[Stored items]

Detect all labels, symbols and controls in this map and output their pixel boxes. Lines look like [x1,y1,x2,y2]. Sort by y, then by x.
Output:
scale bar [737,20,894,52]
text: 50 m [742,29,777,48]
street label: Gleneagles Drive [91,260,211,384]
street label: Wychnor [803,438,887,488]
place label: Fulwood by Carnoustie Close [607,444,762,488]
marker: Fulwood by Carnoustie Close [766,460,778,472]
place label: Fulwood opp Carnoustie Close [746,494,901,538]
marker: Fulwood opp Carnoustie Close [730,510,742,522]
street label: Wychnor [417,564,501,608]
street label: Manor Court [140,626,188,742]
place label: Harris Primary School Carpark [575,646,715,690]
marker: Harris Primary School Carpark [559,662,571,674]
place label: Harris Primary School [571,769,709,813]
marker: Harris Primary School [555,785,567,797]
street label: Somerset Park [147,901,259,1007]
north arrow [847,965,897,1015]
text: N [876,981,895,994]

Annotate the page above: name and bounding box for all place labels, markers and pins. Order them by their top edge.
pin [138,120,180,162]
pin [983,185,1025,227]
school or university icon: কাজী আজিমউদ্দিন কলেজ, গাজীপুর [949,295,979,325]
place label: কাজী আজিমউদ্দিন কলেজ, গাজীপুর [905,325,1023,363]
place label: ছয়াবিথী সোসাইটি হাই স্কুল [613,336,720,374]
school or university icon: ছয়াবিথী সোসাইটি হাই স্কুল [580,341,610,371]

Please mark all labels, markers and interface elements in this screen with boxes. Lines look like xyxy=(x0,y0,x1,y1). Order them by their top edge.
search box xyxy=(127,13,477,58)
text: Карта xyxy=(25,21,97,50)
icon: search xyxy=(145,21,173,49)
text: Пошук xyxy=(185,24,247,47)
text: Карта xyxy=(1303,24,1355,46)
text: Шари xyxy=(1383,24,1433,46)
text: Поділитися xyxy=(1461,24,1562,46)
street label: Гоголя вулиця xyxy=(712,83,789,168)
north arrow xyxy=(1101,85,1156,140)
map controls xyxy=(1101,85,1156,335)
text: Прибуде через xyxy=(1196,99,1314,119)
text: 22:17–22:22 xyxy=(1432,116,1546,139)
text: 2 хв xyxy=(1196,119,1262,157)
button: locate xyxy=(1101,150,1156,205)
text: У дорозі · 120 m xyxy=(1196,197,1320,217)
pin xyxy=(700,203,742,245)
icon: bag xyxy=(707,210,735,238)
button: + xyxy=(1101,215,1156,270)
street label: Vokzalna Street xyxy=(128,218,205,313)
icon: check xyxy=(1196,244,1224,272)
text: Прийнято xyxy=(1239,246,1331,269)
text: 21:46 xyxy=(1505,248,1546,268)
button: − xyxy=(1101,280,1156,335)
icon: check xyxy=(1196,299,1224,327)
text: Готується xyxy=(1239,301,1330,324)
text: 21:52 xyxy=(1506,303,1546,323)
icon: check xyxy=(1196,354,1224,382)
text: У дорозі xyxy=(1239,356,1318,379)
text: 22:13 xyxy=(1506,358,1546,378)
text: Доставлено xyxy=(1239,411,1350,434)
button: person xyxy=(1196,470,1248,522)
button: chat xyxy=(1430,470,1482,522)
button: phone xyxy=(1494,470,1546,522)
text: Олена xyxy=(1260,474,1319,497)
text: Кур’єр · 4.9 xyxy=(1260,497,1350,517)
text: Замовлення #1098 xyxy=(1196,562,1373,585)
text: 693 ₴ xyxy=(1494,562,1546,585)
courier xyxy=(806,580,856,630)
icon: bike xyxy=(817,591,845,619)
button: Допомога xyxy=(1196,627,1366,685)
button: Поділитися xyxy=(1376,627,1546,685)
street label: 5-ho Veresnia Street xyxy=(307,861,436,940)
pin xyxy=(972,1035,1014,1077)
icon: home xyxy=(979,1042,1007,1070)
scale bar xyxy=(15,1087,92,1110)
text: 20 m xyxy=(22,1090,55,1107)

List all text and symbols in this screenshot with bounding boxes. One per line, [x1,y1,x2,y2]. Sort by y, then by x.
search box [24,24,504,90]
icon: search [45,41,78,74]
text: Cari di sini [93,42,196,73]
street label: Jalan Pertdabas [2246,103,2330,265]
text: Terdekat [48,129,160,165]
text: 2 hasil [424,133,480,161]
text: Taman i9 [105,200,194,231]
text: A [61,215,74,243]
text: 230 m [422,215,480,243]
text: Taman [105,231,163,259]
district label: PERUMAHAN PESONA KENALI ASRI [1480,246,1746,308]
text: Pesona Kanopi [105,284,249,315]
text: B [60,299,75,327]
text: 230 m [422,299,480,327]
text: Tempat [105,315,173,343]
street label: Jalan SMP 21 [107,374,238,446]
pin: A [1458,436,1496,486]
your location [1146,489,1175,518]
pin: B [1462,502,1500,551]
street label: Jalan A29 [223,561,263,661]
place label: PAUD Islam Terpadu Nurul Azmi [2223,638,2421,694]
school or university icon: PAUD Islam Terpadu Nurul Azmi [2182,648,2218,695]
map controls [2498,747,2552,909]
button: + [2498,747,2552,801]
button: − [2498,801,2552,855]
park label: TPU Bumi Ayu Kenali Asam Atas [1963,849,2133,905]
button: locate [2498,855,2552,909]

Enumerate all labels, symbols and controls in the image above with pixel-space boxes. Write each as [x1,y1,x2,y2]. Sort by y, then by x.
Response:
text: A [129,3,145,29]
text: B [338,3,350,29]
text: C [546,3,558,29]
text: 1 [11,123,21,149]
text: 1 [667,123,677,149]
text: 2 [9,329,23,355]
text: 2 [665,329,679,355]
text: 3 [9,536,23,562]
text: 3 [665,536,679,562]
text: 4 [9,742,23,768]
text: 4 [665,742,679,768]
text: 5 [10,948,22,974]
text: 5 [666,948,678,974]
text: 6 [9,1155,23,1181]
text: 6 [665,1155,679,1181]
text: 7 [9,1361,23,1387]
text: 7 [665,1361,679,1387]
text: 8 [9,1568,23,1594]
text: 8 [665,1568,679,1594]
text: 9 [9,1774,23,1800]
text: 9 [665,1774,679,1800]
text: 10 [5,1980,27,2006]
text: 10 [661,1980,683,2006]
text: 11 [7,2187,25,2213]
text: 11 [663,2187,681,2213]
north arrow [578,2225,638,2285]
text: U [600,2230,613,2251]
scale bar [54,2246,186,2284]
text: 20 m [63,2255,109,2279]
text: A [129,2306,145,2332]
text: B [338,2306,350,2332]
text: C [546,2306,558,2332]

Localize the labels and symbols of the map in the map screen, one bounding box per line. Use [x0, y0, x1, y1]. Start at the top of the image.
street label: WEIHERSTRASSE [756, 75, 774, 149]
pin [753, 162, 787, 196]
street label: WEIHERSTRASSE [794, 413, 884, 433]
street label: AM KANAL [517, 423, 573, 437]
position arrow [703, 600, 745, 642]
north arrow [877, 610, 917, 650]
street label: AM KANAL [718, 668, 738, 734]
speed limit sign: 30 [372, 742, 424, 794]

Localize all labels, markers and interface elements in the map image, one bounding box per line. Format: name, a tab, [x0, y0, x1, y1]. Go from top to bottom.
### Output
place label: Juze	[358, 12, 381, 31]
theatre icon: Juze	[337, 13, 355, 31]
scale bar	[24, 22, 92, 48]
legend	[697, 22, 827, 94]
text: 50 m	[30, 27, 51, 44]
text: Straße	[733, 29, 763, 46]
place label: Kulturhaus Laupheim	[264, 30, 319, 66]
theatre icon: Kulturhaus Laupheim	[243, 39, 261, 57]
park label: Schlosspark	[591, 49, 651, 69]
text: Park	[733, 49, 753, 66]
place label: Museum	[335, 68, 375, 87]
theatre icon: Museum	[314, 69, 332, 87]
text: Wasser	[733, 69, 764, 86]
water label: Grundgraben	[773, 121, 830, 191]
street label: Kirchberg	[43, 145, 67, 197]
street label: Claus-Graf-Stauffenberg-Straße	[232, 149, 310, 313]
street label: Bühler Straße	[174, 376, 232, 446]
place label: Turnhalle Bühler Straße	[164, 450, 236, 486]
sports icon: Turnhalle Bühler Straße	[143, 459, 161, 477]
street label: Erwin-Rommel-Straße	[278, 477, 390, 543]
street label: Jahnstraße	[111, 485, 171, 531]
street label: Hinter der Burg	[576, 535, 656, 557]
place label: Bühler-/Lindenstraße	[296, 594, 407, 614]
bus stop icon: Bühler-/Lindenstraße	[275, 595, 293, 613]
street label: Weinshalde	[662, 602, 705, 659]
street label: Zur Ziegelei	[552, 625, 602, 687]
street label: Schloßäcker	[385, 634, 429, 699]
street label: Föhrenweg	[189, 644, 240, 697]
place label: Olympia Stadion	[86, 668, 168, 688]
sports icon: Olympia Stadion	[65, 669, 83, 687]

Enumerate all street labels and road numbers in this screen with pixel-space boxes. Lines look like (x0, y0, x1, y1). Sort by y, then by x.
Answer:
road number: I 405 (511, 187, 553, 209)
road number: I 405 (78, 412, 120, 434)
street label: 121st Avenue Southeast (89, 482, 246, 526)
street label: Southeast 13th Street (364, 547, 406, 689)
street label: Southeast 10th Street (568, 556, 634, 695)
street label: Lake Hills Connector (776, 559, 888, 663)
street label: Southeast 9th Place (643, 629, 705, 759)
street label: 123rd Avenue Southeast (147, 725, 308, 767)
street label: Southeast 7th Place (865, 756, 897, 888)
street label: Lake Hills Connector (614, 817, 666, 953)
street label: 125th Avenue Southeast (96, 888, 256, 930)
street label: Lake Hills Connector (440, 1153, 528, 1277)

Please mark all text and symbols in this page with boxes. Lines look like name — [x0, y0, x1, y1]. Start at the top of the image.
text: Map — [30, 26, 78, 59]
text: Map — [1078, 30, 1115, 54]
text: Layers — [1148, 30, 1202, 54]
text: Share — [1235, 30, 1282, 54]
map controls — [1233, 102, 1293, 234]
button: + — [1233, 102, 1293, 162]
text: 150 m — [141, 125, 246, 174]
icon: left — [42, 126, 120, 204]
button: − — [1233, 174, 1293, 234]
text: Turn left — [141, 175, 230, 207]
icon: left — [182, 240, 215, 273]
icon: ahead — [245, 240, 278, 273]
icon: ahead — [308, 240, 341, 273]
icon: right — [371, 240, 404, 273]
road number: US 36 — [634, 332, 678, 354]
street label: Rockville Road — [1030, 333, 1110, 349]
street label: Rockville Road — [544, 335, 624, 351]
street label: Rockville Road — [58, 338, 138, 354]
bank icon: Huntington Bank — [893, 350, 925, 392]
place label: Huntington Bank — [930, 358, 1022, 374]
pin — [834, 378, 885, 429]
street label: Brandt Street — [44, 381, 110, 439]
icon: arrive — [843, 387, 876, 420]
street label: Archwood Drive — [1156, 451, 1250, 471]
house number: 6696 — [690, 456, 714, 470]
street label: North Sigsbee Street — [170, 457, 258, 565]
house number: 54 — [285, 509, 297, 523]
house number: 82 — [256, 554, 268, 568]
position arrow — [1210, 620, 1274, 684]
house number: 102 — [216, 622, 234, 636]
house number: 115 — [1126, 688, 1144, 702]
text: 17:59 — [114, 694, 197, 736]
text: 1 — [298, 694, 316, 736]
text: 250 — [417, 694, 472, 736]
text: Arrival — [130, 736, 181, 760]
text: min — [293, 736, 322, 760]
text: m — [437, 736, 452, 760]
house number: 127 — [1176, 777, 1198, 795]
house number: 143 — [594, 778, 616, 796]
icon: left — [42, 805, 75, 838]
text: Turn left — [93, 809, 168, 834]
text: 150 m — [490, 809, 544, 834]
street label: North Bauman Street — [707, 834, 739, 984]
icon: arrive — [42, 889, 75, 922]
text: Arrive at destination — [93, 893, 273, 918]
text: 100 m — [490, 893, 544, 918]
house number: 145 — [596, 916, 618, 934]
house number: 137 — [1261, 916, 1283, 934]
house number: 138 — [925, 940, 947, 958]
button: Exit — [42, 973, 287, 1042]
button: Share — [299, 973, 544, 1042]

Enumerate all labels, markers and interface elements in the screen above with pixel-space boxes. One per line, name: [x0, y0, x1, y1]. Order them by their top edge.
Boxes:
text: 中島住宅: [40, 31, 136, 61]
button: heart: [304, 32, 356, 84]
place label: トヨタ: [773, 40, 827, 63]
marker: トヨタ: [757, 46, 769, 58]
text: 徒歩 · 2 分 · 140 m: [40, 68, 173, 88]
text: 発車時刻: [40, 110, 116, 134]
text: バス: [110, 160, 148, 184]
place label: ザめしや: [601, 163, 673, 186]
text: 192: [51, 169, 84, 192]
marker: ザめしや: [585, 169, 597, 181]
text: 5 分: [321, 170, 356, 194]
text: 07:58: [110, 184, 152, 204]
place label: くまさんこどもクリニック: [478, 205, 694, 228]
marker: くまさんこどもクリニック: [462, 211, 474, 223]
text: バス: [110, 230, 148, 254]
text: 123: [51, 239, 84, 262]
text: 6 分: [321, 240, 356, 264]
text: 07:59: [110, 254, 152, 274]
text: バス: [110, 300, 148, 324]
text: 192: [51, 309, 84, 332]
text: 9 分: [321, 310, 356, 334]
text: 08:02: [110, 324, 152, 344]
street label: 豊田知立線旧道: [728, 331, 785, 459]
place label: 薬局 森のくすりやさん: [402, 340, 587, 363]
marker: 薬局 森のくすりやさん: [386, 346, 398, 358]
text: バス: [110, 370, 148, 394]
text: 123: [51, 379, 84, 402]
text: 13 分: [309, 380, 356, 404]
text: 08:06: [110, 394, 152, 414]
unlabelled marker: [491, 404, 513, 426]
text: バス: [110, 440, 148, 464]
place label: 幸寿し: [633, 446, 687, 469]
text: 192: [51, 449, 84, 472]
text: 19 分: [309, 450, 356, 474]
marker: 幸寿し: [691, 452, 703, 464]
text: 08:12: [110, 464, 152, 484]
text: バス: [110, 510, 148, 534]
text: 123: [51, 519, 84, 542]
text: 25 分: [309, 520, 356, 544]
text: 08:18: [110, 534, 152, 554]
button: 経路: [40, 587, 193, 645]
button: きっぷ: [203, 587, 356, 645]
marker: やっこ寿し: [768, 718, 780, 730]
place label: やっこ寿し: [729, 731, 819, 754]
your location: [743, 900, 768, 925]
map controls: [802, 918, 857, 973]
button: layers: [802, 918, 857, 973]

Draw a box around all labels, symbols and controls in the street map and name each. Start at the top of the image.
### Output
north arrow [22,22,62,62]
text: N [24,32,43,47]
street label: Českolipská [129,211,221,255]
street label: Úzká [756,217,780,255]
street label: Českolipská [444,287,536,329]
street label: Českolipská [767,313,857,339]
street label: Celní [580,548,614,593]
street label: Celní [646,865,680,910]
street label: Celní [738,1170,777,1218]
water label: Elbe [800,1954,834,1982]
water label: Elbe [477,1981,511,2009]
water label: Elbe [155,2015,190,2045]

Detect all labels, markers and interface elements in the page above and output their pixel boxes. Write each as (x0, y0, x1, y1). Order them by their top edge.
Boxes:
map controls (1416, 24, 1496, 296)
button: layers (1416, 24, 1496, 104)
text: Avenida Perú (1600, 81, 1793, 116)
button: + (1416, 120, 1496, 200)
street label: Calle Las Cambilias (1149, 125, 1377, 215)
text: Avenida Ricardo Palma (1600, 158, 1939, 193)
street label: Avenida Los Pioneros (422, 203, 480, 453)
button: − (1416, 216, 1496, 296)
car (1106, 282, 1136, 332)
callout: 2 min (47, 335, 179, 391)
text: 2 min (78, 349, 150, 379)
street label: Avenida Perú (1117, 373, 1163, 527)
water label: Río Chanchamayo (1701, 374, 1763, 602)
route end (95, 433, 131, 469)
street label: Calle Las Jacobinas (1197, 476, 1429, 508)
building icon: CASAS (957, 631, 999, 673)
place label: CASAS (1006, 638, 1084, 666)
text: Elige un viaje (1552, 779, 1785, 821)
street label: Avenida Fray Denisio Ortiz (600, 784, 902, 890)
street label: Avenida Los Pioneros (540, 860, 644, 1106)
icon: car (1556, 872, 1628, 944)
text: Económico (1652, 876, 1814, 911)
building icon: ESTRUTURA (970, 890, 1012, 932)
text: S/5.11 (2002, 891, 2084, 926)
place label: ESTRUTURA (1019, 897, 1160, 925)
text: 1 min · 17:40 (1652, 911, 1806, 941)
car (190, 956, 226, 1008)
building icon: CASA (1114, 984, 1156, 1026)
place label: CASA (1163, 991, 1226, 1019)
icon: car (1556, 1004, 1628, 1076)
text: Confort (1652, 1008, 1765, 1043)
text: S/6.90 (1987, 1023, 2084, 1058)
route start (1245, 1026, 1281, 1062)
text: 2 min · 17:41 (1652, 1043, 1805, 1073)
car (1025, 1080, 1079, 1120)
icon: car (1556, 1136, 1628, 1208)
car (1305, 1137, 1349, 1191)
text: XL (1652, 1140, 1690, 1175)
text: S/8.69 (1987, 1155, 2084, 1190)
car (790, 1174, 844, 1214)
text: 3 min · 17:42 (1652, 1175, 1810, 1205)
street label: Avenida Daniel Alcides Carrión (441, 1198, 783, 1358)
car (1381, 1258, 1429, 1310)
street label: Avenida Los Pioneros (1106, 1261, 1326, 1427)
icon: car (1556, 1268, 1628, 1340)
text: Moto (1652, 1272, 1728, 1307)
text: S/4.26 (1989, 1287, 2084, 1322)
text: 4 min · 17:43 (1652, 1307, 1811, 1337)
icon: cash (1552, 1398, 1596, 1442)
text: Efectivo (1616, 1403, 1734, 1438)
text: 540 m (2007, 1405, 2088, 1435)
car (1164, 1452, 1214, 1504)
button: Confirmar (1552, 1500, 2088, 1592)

_What to produce_
Only the lines containing the string "check" are needed; pull them out of the records.

_Reply to the task_
icon: check xyxy=(1196,244,1224,272)
icon: check xyxy=(1196,299,1224,327)
icon: check xyxy=(1196,354,1224,382)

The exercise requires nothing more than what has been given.